Stored data:
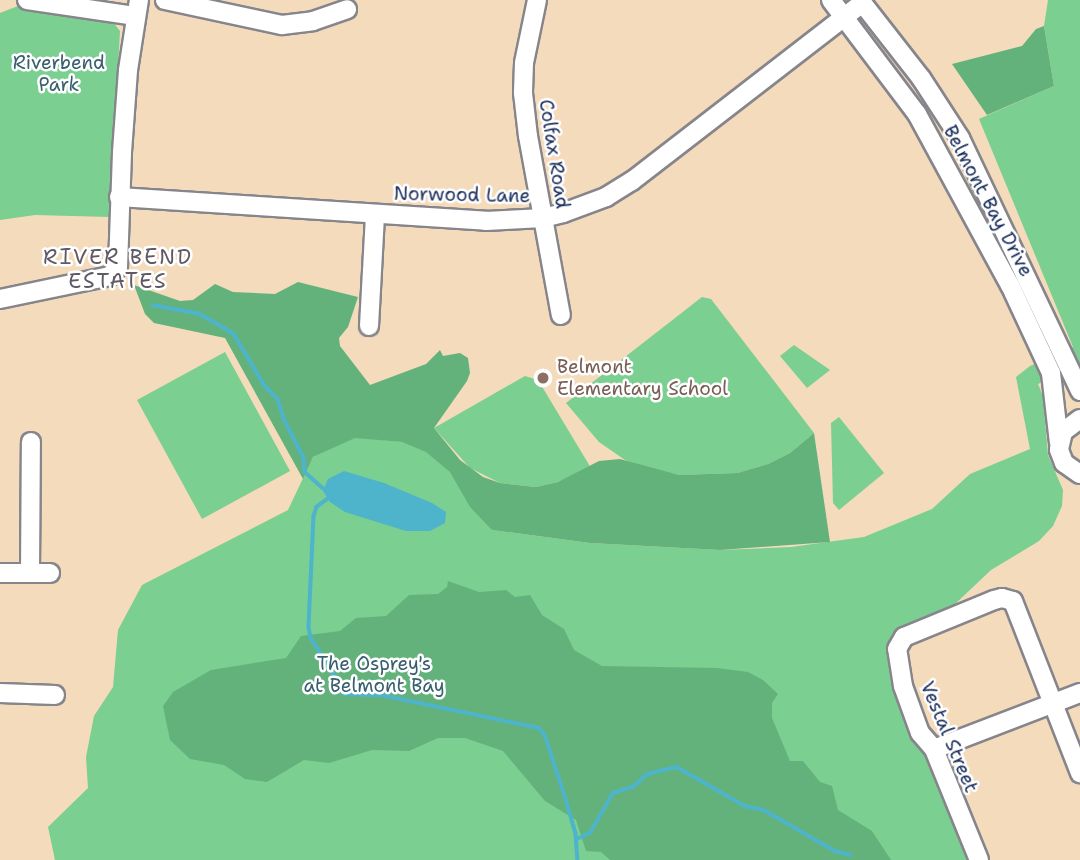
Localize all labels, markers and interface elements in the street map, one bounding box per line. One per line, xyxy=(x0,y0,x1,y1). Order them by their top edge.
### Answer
park label: Riverbend Park xyxy=(13,52,105,96)
street label: Colfax Road xyxy=(534,98,574,210)
street label: Belmont Bay Drive xyxy=(939,122,1037,280)
street label: Norwood Lane xyxy=(394,182,530,208)
district label: RIVER BEND ESTATES xyxy=(44,244,192,294)
place label: Belmont Elementary School xyxy=(557,356,728,400)
marker: Belmont Elementary School xyxy=(535,370,551,386)
park label: The Osprey's at Belmont Bay xyxy=(303,653,445,697)
street label: Vestal Street xyxy=(915,678,983,796)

ACTIVITY: Please give the data above again in exact form and omit every picture.

OUTPUT OF THE EXERCISE:
Localize all labels, markers and interface elements in the street map, one bounding box per line. One per line, xyxy=(x0,y0,x1,y1). Order them by their top edge.
### Answer
park label: Riverbend Park xyxy=(13,52,105,96)
street label: Colfax Road xyxy=(534,98,574,210)
street label: Belmont Bay Drive xyxy=(939,122,1037,280)
street label: Norwood Lane xyxy=(394,182,530,208)
district label: RIVER BEND ESTATES xyxy=(44,244,192,294)
place label: Belmont Elementary School xyxy=(557,356,728,400)
marker: Belmont Elementary School xyxy=(535,370,551,386)
park label: The Osprey's at Belmont Bay xyxy=(303,653,445,697)
street label: Vestal Street xyxy=(915,678,983,796)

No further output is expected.